━━ Information given ━━
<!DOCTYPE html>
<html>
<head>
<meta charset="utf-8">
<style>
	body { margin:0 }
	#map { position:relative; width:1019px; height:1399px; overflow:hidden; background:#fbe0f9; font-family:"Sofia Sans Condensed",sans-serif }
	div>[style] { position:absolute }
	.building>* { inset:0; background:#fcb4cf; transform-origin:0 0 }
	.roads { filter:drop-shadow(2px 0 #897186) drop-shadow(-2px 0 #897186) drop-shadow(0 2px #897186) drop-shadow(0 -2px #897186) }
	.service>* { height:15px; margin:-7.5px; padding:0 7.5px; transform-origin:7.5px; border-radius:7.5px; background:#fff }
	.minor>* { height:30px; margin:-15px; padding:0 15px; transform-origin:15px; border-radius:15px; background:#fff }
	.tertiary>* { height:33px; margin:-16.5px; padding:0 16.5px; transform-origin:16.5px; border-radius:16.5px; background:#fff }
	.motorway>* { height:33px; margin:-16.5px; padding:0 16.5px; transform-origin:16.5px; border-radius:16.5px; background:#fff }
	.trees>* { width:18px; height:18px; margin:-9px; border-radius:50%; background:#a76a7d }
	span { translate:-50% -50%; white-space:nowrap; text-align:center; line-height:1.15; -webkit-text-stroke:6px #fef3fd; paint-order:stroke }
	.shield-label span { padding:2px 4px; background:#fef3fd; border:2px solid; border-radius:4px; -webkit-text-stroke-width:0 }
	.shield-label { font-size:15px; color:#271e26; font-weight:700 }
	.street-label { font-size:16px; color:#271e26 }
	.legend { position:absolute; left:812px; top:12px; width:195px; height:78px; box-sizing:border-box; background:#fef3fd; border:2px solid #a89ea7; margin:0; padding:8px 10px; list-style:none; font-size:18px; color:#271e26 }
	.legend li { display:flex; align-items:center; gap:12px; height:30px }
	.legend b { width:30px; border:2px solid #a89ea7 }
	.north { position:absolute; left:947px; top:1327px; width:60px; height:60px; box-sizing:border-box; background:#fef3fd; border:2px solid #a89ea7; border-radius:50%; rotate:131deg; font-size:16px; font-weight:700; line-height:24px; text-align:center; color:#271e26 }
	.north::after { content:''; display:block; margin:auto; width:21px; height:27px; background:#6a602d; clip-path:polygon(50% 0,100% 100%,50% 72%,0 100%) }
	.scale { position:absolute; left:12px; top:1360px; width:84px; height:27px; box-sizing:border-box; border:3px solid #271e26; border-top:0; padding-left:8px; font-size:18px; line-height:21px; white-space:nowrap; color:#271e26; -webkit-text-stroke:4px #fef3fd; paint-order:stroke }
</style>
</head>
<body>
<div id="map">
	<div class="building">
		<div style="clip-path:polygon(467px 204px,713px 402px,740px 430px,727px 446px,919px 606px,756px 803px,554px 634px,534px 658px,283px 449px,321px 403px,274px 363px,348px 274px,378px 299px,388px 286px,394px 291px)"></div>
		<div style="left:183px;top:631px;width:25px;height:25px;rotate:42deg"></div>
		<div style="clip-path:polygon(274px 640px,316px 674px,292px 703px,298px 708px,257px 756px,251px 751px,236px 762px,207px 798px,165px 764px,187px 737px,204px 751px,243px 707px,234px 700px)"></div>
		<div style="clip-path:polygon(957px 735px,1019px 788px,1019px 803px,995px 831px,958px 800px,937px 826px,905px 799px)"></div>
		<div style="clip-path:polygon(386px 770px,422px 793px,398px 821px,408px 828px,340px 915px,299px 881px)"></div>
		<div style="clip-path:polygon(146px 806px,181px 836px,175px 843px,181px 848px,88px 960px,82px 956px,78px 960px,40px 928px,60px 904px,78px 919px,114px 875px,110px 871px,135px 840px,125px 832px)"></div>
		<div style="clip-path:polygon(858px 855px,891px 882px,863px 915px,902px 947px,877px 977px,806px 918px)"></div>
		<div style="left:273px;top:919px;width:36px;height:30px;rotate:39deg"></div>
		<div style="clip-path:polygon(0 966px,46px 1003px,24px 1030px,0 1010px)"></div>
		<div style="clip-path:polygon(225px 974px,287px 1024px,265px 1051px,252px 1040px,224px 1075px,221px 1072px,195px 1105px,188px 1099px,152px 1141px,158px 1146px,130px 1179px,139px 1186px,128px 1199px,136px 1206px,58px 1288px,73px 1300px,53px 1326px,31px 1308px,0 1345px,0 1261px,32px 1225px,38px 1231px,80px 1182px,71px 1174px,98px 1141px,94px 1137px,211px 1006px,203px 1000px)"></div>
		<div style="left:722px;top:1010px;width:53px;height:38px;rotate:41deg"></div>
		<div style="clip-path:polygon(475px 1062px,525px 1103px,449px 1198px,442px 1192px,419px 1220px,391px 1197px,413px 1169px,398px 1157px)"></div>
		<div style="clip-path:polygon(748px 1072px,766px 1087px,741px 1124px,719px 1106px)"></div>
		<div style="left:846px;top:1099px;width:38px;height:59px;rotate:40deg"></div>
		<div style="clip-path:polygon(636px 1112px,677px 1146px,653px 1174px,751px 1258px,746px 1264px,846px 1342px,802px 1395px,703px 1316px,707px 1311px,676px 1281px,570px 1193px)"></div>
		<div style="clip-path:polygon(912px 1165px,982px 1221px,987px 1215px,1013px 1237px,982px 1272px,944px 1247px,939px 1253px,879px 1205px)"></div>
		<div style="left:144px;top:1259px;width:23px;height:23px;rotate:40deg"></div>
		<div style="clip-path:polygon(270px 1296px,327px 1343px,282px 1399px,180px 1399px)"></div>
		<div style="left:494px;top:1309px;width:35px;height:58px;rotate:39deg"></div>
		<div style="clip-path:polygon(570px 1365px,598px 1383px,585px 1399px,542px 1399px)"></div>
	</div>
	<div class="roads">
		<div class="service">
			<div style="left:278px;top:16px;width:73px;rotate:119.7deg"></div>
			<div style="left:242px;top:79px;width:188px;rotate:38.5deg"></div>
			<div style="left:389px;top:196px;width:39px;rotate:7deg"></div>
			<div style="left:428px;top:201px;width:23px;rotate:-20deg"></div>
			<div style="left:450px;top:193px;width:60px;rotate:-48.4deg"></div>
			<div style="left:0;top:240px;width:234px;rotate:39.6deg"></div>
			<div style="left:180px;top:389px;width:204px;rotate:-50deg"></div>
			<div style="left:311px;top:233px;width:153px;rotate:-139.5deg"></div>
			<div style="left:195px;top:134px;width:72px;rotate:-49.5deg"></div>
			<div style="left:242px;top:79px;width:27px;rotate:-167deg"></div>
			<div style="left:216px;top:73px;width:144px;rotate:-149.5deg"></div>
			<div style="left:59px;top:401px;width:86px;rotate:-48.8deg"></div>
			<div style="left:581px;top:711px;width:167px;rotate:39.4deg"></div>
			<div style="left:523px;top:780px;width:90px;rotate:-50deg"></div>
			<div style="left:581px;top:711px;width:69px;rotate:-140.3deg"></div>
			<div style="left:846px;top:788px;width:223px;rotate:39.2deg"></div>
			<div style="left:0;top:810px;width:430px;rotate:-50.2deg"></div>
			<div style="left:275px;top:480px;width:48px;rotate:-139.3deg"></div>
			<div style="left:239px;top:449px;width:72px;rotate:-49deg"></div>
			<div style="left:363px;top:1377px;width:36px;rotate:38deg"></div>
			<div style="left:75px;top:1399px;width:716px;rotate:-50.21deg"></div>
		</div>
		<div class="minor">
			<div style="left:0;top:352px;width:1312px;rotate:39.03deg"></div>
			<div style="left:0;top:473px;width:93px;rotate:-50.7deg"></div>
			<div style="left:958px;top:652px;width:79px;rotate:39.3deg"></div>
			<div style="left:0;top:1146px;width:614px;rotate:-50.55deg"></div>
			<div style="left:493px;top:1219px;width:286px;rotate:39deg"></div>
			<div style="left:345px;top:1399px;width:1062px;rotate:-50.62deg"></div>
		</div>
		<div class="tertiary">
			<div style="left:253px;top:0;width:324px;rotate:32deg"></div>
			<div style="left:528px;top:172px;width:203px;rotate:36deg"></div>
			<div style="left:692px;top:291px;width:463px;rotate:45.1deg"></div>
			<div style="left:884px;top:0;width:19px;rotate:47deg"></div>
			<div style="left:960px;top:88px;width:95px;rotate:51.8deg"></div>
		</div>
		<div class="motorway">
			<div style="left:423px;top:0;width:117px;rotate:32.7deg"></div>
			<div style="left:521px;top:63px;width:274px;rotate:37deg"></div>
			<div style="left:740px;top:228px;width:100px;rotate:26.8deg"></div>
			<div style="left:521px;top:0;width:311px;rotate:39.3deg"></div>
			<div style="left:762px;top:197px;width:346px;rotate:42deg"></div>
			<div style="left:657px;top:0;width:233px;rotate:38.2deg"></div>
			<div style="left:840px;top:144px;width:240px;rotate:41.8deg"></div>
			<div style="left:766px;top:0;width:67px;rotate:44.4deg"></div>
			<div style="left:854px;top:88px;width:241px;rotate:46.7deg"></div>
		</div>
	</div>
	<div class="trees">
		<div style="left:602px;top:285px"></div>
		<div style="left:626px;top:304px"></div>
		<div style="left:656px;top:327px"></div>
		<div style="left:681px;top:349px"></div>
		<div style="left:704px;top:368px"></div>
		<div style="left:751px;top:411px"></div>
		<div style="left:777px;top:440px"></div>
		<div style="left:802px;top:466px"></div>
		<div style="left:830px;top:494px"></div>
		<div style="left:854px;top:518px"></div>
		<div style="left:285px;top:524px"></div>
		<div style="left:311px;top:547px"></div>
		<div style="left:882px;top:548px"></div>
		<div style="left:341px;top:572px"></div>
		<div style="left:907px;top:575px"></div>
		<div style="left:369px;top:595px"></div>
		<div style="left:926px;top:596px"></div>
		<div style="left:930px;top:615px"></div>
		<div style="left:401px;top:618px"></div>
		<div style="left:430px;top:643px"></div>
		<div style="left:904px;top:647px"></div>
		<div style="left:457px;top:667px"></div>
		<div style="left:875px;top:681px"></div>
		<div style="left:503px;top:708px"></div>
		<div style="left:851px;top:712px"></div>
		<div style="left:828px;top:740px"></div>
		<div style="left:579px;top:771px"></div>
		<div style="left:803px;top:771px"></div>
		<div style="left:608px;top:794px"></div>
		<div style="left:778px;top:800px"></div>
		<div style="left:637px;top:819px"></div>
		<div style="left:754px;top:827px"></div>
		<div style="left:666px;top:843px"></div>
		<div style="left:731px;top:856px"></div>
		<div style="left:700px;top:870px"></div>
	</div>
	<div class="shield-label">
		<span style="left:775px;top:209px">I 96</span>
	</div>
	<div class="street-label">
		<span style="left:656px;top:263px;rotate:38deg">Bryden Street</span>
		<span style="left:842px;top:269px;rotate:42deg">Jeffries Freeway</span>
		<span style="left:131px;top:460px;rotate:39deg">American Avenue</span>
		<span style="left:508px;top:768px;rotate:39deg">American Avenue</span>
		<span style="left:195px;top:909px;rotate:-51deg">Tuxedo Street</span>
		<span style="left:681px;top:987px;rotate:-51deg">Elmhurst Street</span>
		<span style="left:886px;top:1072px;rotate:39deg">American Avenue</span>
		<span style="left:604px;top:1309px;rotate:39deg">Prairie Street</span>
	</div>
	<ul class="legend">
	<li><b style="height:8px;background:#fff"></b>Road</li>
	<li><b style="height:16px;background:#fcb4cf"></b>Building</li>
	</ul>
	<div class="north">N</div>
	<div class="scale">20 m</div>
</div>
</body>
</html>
━━━
-- Goal of the exercise --
Read the lines above. Gather those in which the string "trees" is found.

-- Completed exercise --
	.trees>* { width:18px; height:18px; margin:-9px; border-radius:50%; background:#a76a7d }
	<div class="trees">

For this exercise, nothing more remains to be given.